By: Isiah S Magsino
In a recent Instagram post, I made the claim that New York designers seem to have gone for the same thing this season: minimal. From Proenza Schouler's divergence from her usual feminine collections, to The Row’s sharp edges and angular silhouettes, show goers are seeing a consistent storyline of contemporary motifs. Is this boring? Maybe, maybe not. The way I described it to a friend of mine went something like this: The looks are good for everyday wear, but, on the runway? Questionable. Calvin Luo, though hinting at the everlasting contemporary collections, may have found a spot in-between.
Beginning with a slow drum beat to introduce the collection and building up to a downtown disco club soundtrack, Luo’s fall/winter 2019 collection was a mix of many, many different worlds.

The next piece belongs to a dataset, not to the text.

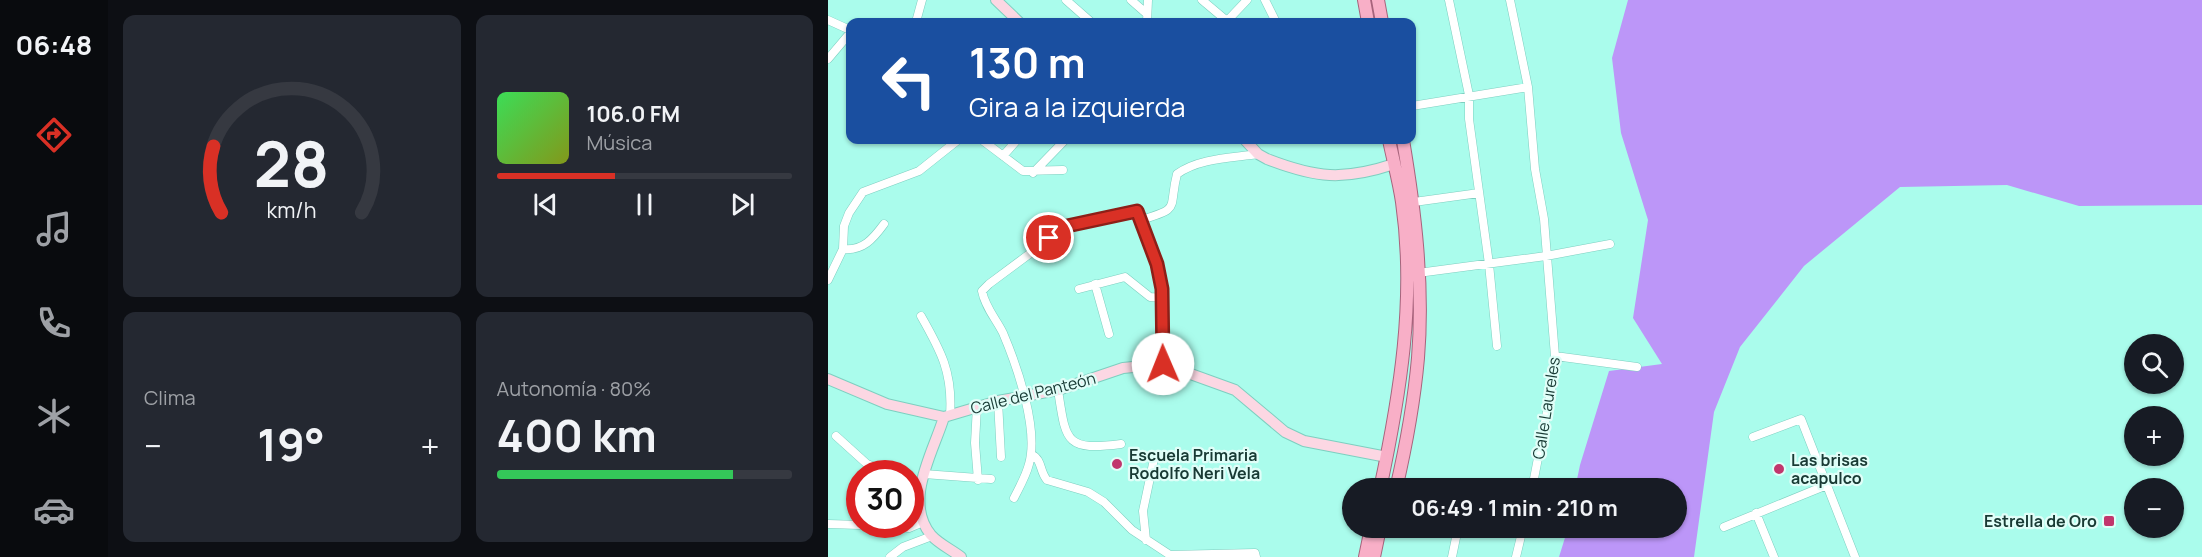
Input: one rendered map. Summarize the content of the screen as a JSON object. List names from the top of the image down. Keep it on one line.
{"streets":{"street":["Calle del Panteón","Calle Laureles"]},"places":{"other":["Escuela Primaria Rodolfo Neri Vela","Las brisas acapulco"],"transit":["Estrella de Oro"]},"page":{"tabs":"06:48","turn":["130 m","Gira a la izquierda"],"song":["106.0 FM","Música"],"tile":["Clima",["Autonomía · 80%","400 km"]],"map_buttons":["+","−"],"heat":["−","19°","+"],"limit":"30","trip":"06:49 · 1 min · 210 m","gauge":["28","km/h"]}}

One of the worlds found was the western themed trend that was recently popularized in the previous season. Western denim patchwork with white piping seemed to be a regular in the show and had me wondering if maybe, just maybe, the western styled clothing was still considered cool.
But shortly after the first few western looks, Luo added the disco feel to his clothes that would ultimately reflect the transition in his soundtrack. Audiences were suddenly taken downtown as the models transitioned from rugged westerners to downtown disco queens. Latex sleeves and prints with demented “Calvin Luo” branding took the runway and it was as if the event featured a whole new designer at a whole new show.

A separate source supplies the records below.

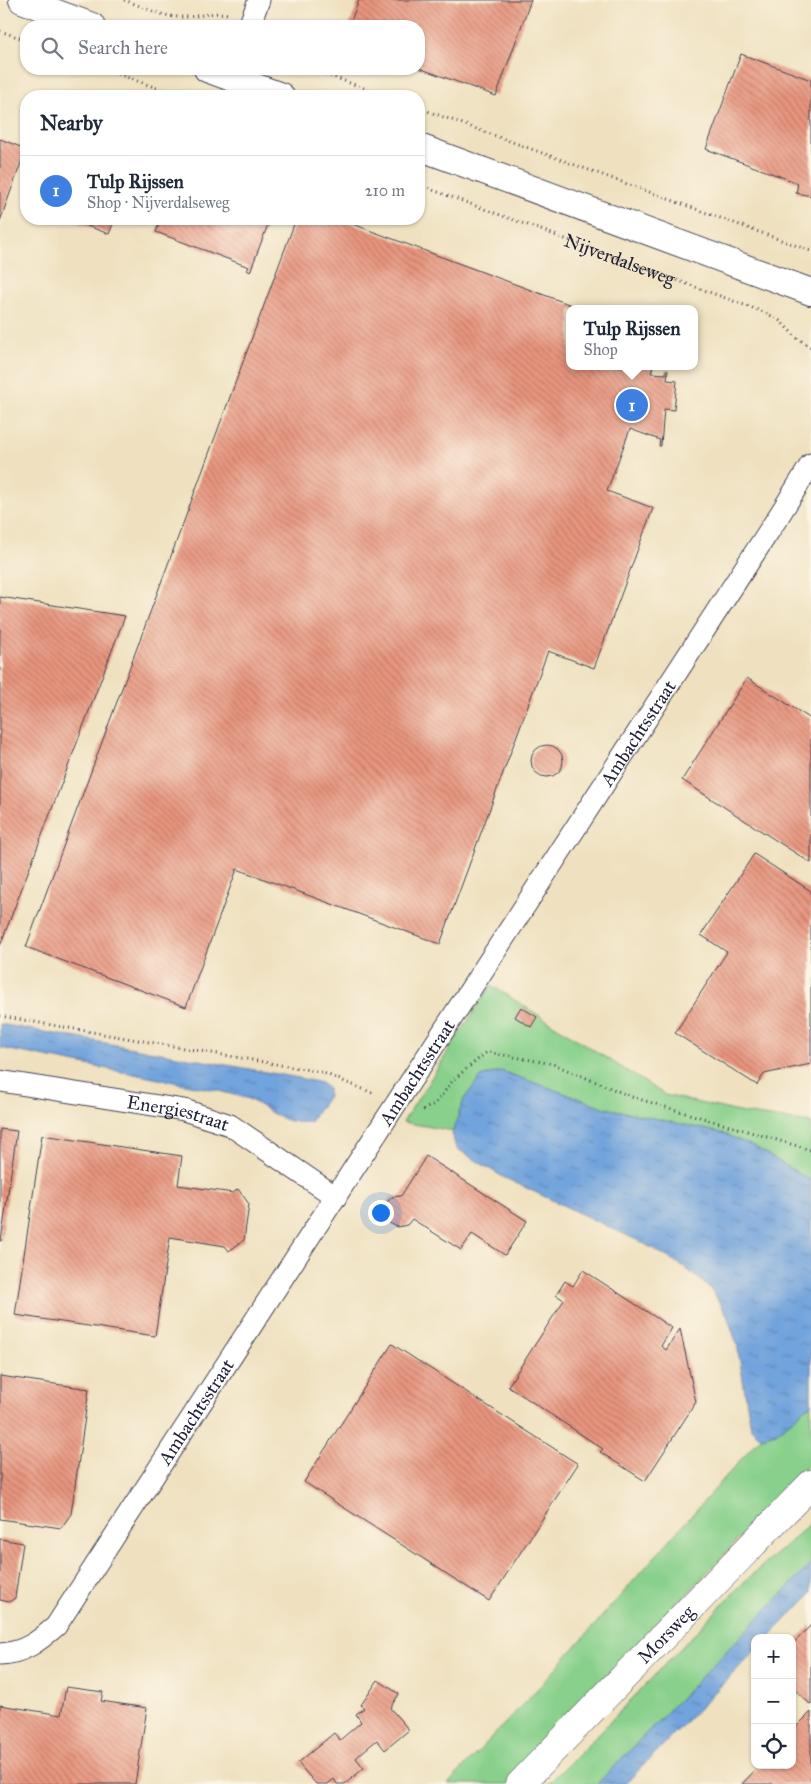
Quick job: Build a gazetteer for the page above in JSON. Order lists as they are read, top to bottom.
{
  "streets": {
    "main road": ["Morsweg"],
    "street": ["Nijverdalseweg", "Ambachtsstraat", "Energiestraat"]
  },
  "crossings": [
    ["Ambachtsstraat", "Energiestraat"]
  ],
  "page": {
    "search": "Search here",
    "heading": "Nearby",
    "list": [
      {
        "mark": "1",
        "name": "Tulp Rijssen",
        "note": "Shop · Nijverdalseweg",
        "value": "210 m"
      }
    ],
    "popup": ["Tulp Rijssen", "Shop"],
    "pins": "1",
    "map_buttons": ["+", "−"]
  }
}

It’s no secret that Luo’s Fall/Winter collection had many elements that, at some points in the show, got lost within one another. I wasn’t sure where Luo’s collection was taking audiences, nor am I sure where it left them. However, the final world (apparently I’m interested in the cosmos now) that I found consistent in the collection was the gender fluidity and blurring between masculine and feminine constructions of clothing.
We’ve heard it all before--”Gender Fluid Clothing.” How groundbreaking. However, Luo seemed to have done it in such a discreet way, preventing his signature style to eclipse the added elements to his newest collection. Gender-bending wasn’t thrown in the audiences faces, but rather noticed if one took the time to wonder, Who can wear this? How can I wear this?
It was the realization during and after the show that Luo’s collection wasn’t binded into either male or female wearers that led to an overall appreciation for the show. It was a statement. A very, very discreet statement that still perpetuated the message of how fashion is ultimately turning.